US Annualized Debt Costs Exceed $800 Billion
The comments below are an edited and abridged synopsis of an article by Mark Cudmore
US yields have ongoing upside pressure from the debt-ceiling debate. Even if a one-year extension is achieved this year, as House Speaker McCarthy is reported to be proposing, that creates a far greater problem in a presidential election year.
Everyone cites 2011 as the playbook for debt-ceiling stress. While those negotiations may be the closest precedent we have, the 2023 episode is likely to be far worse for markets.
In 2011 the debt ceiling was a purely technical issue. At the time, US government debt was less than 100% of GDP and yields were low. The estimated annualized payments to service the debt were less than $450 billion per year.
It’s a different situation now.
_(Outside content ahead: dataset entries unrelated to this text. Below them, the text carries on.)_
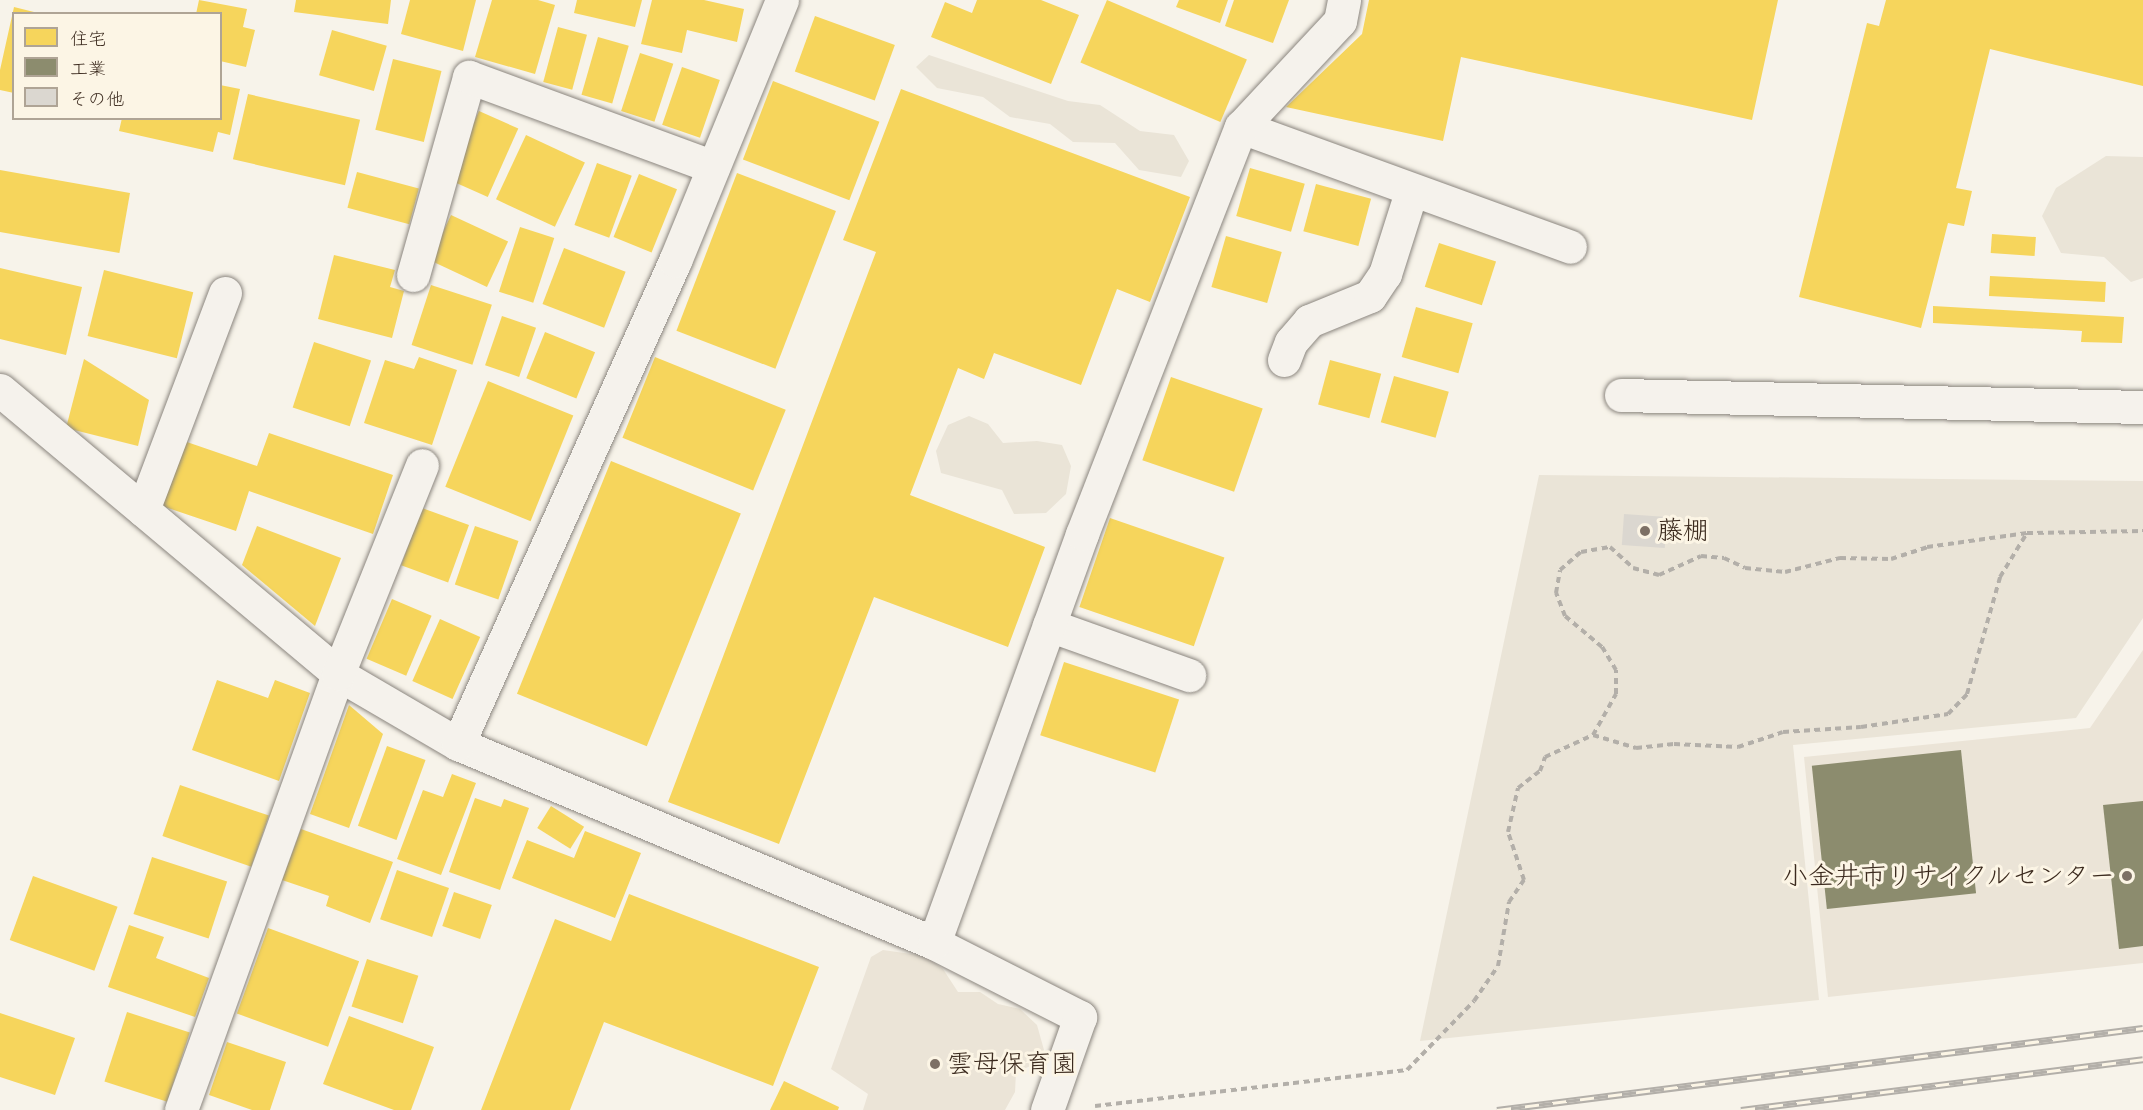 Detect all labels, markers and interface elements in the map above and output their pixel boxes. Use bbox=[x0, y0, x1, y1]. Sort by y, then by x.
legend bbox=[12, 12, 222, 120]
text: 住宅 bbox=[70, 28, 106, 50]
text: 工業 bbox=[70, 58, 106, 80]
text: その他 bbox=[70, 88, 124, 110]
place label: 藤棚 bbox=[1657, 515, 1709, 547]
marker: 藤棚 bbox=[1638, 524, 1652, 538]
place label: 小金井市リサイクルセンター bbox=[1777, 860, 2115, 892]
marker: 小金井市リサイクルセンター bbox=[2120, 869, 2134, 883]
place label: 雲母保育園 bbox=[947, 1048, 1077, 1080]
marker: 雲母保育園 bbox=[928, 1057, 942, 1071]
US debt is above 120% of GDP and the estimated annualized payments to service that debt rose to $773 billion as of January 31. Moreover, they are rising at an almost parabolic rate due to what’s happening to yields; that number has risen by more than $300 billion in just a year!
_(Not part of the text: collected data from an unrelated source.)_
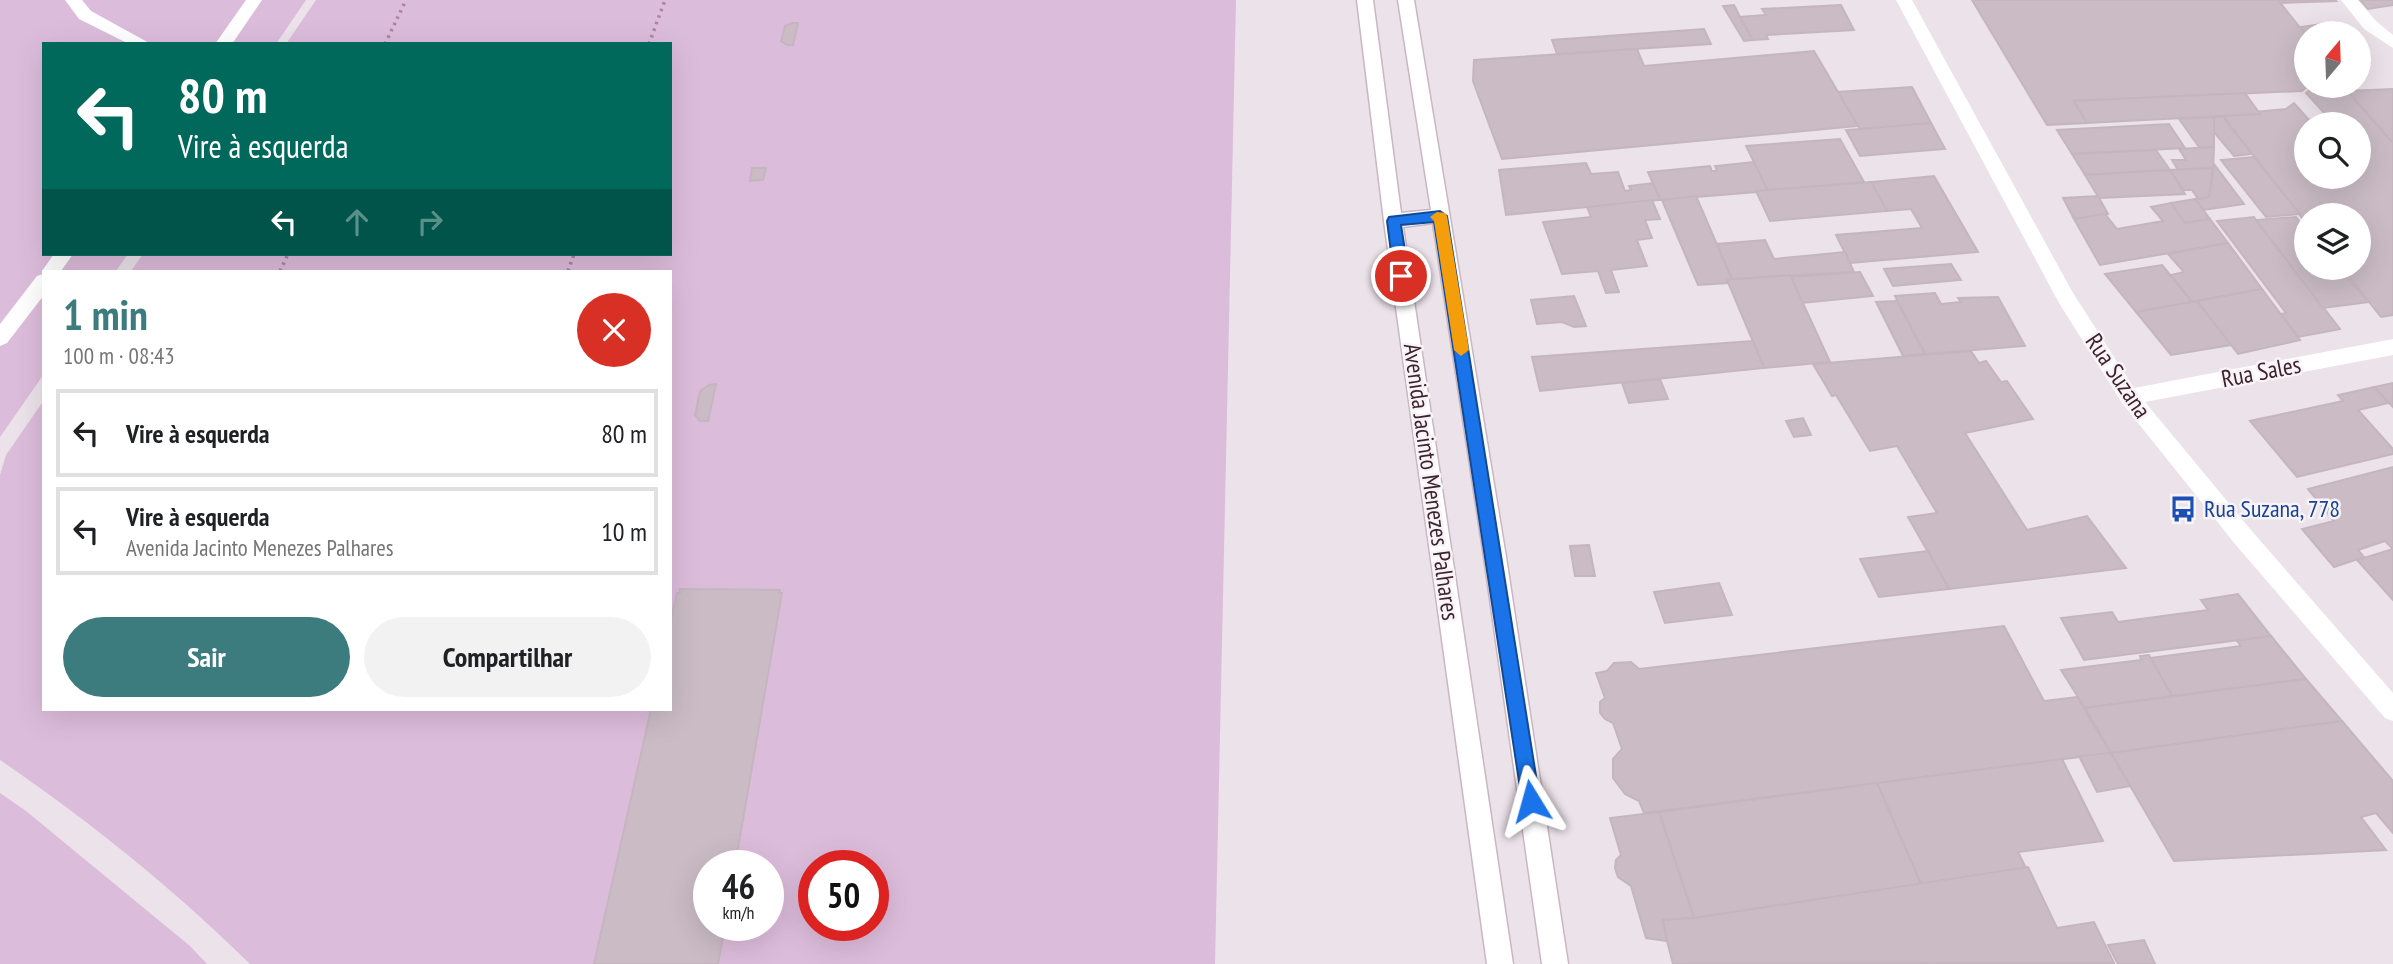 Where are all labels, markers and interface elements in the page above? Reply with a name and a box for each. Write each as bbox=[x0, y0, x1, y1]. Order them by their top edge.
north arrow bbox=[2294, 21, 2371, 98]
map controls bbox=[2294, 21, 2371, 280]
text: 80 m bbox=[178, 63, 267, 127]
icon: left bbox=[63, 70, 154, 161]
button: search bbox=[2294, 112, 2371, 189]
text: Vire à esquerda bbox=[178, 125, 349, 167]
icon: left bbox=[265, 203, 303, 241]
icon: ahead bbox=[338, 203, 376, 241]
icon: right bbox=[411, 203, 449, 241]
button: layers bbox=[2294, 203, 2371, 280]
pin bbox=[1371, 246, 1431, 306]
icon: arrive bbox=[1382, 257, 1420, 295]
text: 1 min bbox=[63, 287, 148, 342]
button: close bbox=[577, 293, 651, 367]
street label: Rua Suzana bbox=[2079, 327, 2158, 424]
text: 100 m · 08:43 bbox=[63, 341, 175, 370]
street label: Avenida Jacinto Menezes Palhares bbox=[1397, 342, 1466, 622]
street label: Rua Sales bbox=[2219, 349, 2303, 394]
icon: left bbox=[67, 414, 105, 452]
text: Vire à esquerda bbox=[126, 417, 269, 450]
text: 80 m bbox=[601, 417, 647, 450]
place label: Rua Suzana, 778 bbox=[2204, 493, 2340, 524]
bus stop icon: Rua Suzana, 778 bbox=[2168, 494, 2198, 524]
text: Vire à esquerda bbox=[126, 500, 269, 533]
icon: left bbox=[67, 512, 105, 550]
text: 10 m bbox=[601, 515, 647, 548]
text: Avenida Jacinto Menezes Palhares bbox=[126, 533, 394, 562]
button: Sair bbox=[63, 617, 350, 697]
button: Compartilhar bbox=[364, 617, 651, 697]
position arrow bbox=[1494, 764, 1568, 838]
speed limit sign: 50 bbox=[798, 850, 889, 941]
text: 46 bbox=[722, 863, 755, 909]
text: km/h bbox=[723, 901, 754, 924]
On most days, it’s an issue for Treasuries that is entirely dominated by other trading factors, but it will lead to random yield blowouts in the future.
The estimated annual cost of servicing the US debt exceeded $800 billion as of March 31; that’s more than 40% higher than any time prior to the past year.
Cudmore includes a chart that is only up to January 31. Since then, US yields have risen more than 20bps all the way out the curve.
The costs are still rising almost parabolically, so expect headline excitement when the $1 trillion figure is reached later this year.